## Task inputs

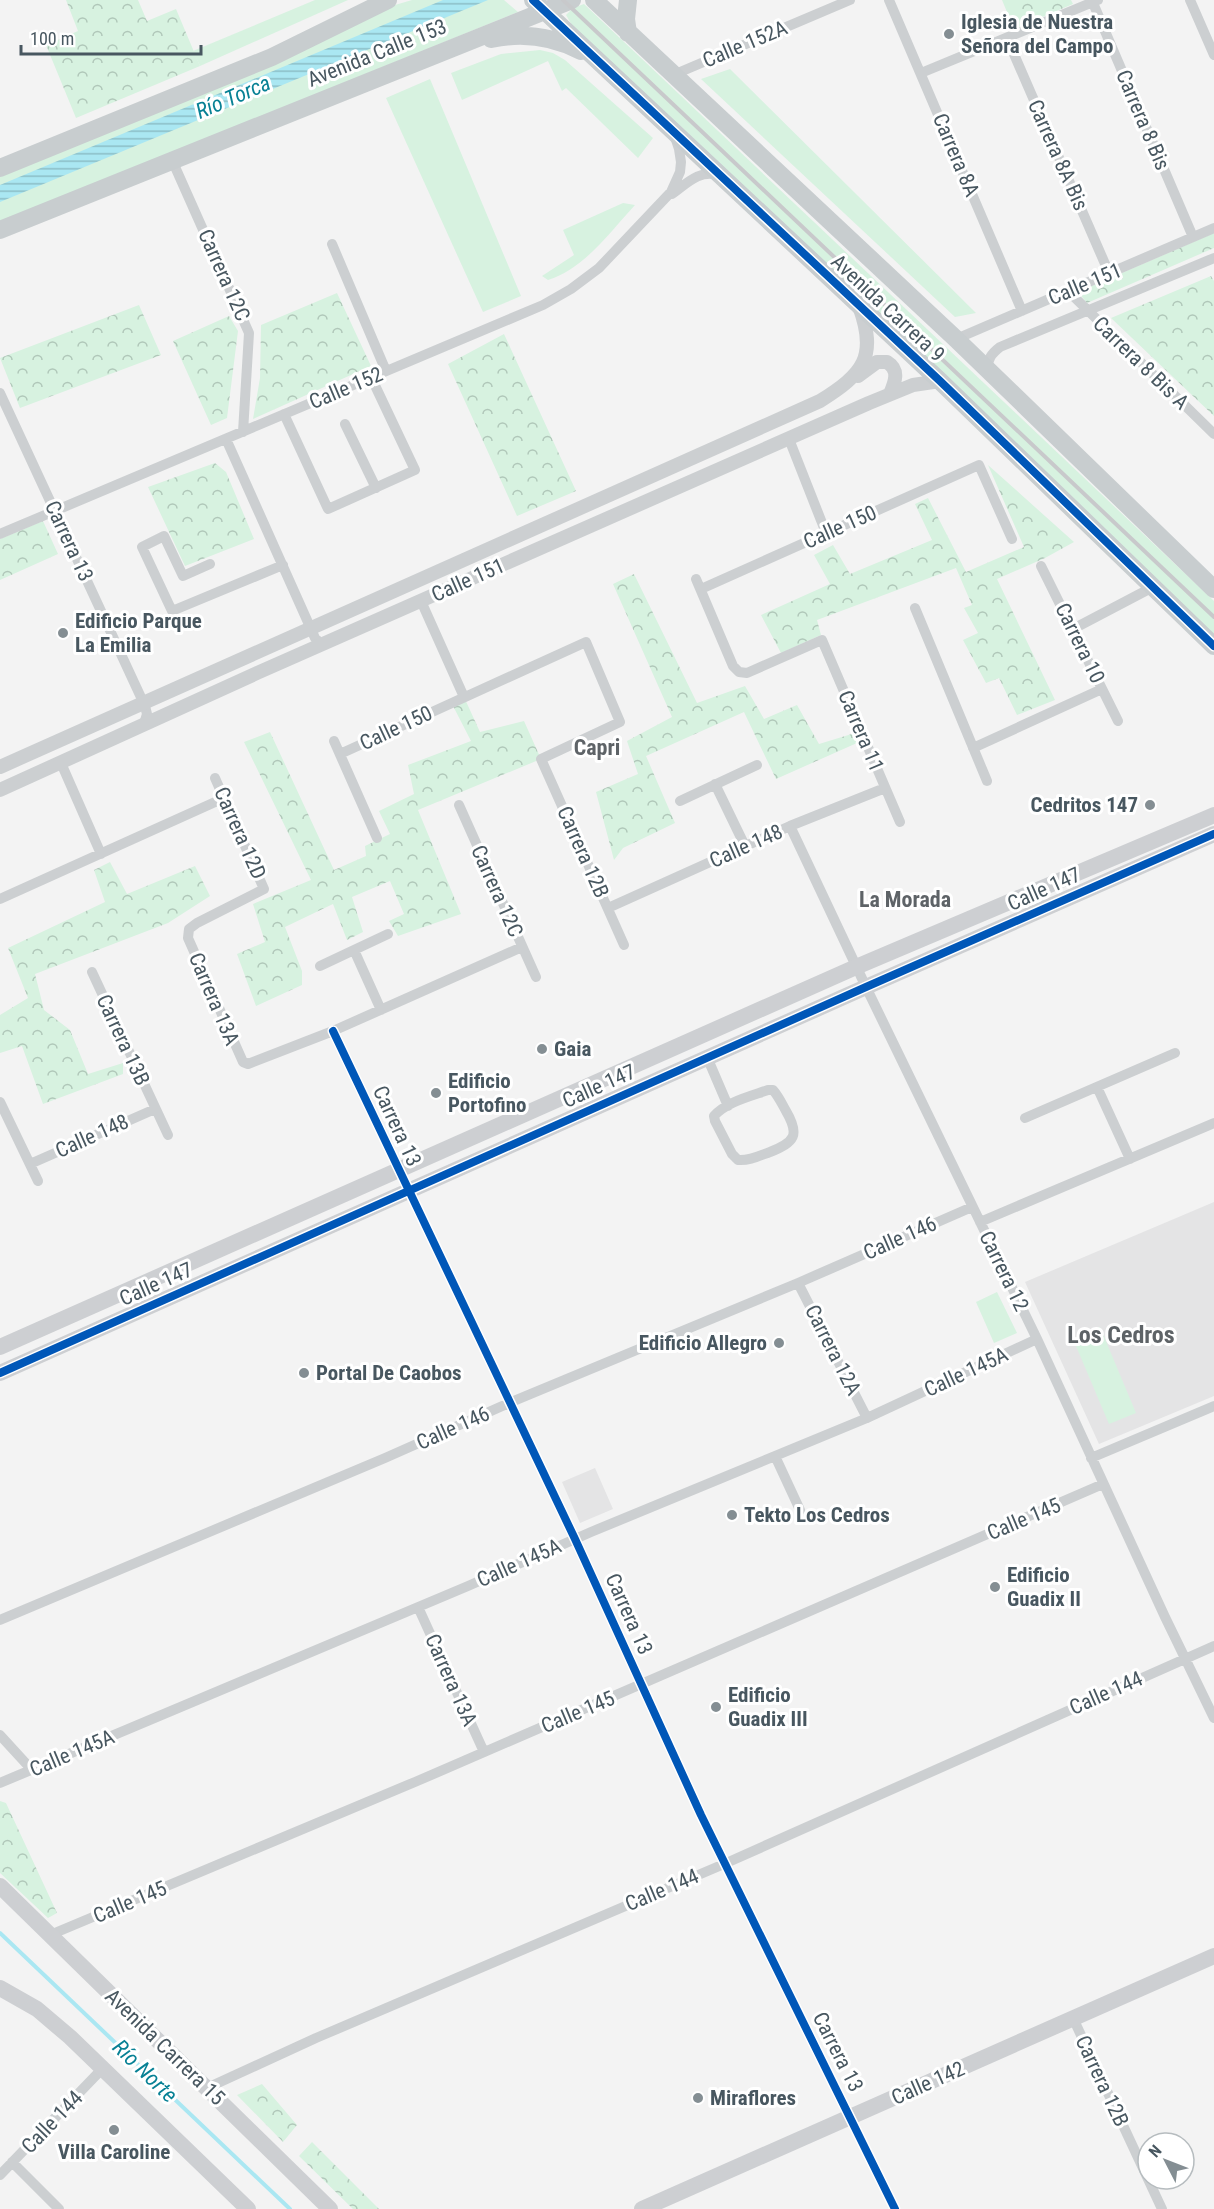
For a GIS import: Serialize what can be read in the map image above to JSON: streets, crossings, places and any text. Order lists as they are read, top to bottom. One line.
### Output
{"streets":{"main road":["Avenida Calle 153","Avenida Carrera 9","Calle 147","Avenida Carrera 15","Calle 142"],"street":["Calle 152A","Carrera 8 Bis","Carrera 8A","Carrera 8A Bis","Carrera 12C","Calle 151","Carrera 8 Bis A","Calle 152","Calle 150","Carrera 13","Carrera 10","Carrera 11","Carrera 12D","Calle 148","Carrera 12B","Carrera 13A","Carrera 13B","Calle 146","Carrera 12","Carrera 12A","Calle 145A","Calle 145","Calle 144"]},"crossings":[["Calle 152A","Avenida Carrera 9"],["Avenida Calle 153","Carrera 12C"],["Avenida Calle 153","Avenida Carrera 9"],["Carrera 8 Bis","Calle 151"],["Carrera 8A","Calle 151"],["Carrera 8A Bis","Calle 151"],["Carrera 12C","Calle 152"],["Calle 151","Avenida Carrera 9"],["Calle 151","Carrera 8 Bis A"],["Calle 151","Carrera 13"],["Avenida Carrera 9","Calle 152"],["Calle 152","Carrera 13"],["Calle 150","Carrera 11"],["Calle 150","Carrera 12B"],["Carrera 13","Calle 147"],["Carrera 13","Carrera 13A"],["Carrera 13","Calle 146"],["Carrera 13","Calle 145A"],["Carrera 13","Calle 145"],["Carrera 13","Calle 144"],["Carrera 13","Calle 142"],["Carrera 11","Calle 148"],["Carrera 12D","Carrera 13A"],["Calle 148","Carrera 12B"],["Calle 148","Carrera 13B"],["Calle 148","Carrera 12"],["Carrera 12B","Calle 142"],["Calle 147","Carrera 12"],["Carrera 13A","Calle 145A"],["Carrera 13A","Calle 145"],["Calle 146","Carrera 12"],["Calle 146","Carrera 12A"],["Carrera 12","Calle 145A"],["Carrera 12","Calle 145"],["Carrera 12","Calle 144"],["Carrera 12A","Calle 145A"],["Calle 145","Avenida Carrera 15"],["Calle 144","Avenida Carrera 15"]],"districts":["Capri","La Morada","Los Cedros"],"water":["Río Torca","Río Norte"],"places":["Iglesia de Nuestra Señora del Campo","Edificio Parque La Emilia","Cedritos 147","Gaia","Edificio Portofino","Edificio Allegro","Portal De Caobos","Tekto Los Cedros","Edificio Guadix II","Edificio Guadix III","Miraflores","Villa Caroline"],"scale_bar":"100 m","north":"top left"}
---
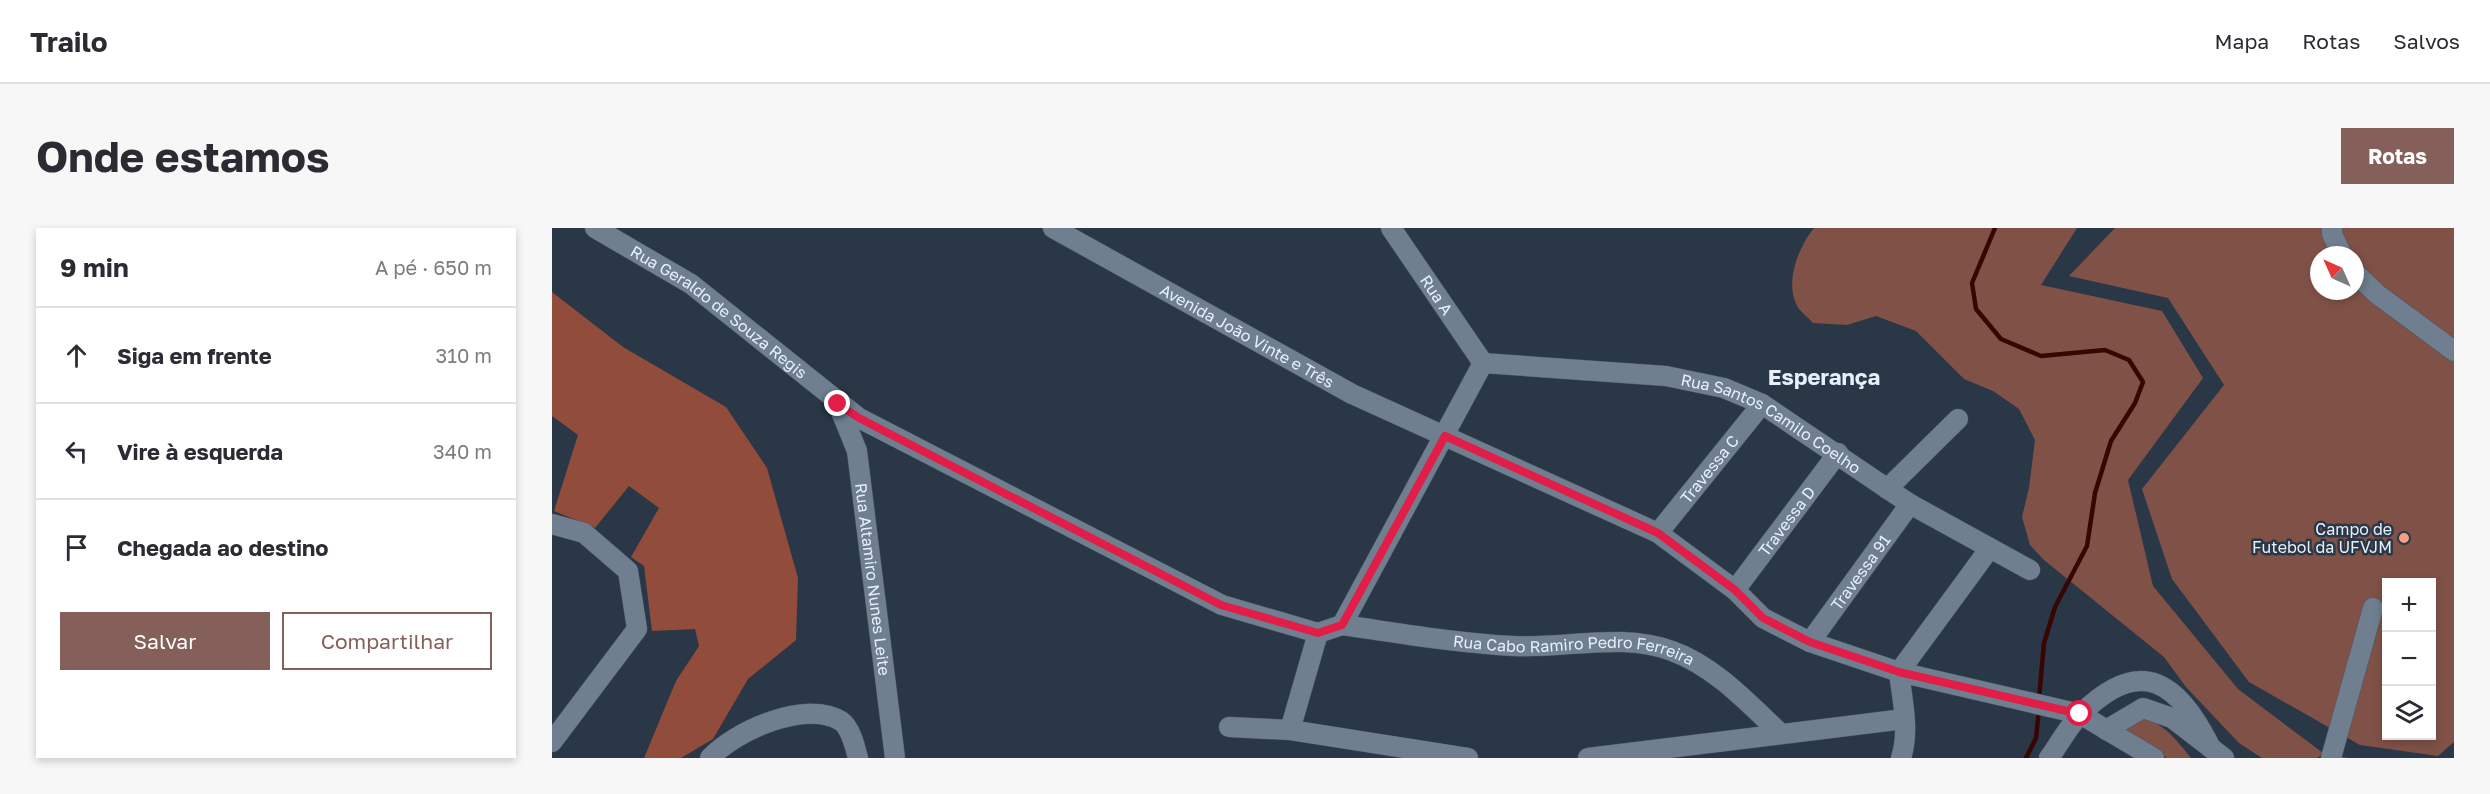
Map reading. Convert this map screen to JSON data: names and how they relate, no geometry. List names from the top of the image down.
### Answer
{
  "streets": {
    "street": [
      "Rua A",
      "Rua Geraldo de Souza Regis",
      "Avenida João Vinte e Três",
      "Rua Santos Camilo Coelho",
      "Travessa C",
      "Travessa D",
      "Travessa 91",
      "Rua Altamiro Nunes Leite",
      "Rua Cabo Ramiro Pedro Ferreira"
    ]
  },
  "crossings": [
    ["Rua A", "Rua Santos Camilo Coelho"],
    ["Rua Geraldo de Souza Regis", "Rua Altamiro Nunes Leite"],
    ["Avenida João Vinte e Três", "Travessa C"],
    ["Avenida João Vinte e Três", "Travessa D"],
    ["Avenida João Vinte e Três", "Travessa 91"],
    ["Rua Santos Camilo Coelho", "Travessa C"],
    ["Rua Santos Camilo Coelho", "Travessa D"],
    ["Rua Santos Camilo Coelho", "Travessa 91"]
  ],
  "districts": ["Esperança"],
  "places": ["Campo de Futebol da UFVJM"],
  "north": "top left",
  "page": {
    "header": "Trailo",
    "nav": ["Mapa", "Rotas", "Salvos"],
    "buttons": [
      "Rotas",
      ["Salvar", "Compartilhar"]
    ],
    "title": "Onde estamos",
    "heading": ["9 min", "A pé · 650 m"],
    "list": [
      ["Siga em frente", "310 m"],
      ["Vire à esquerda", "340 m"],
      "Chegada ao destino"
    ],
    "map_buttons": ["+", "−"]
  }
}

## Goal of the exercise
For an answer, give a copy of every line in the listing that holds the word "Regis".

## The completed task
      "Rua Geraldo de Souza Regis",
    ["Rua Geraldo de Souza Regis", "Rua Altamiro Nunes Leite"],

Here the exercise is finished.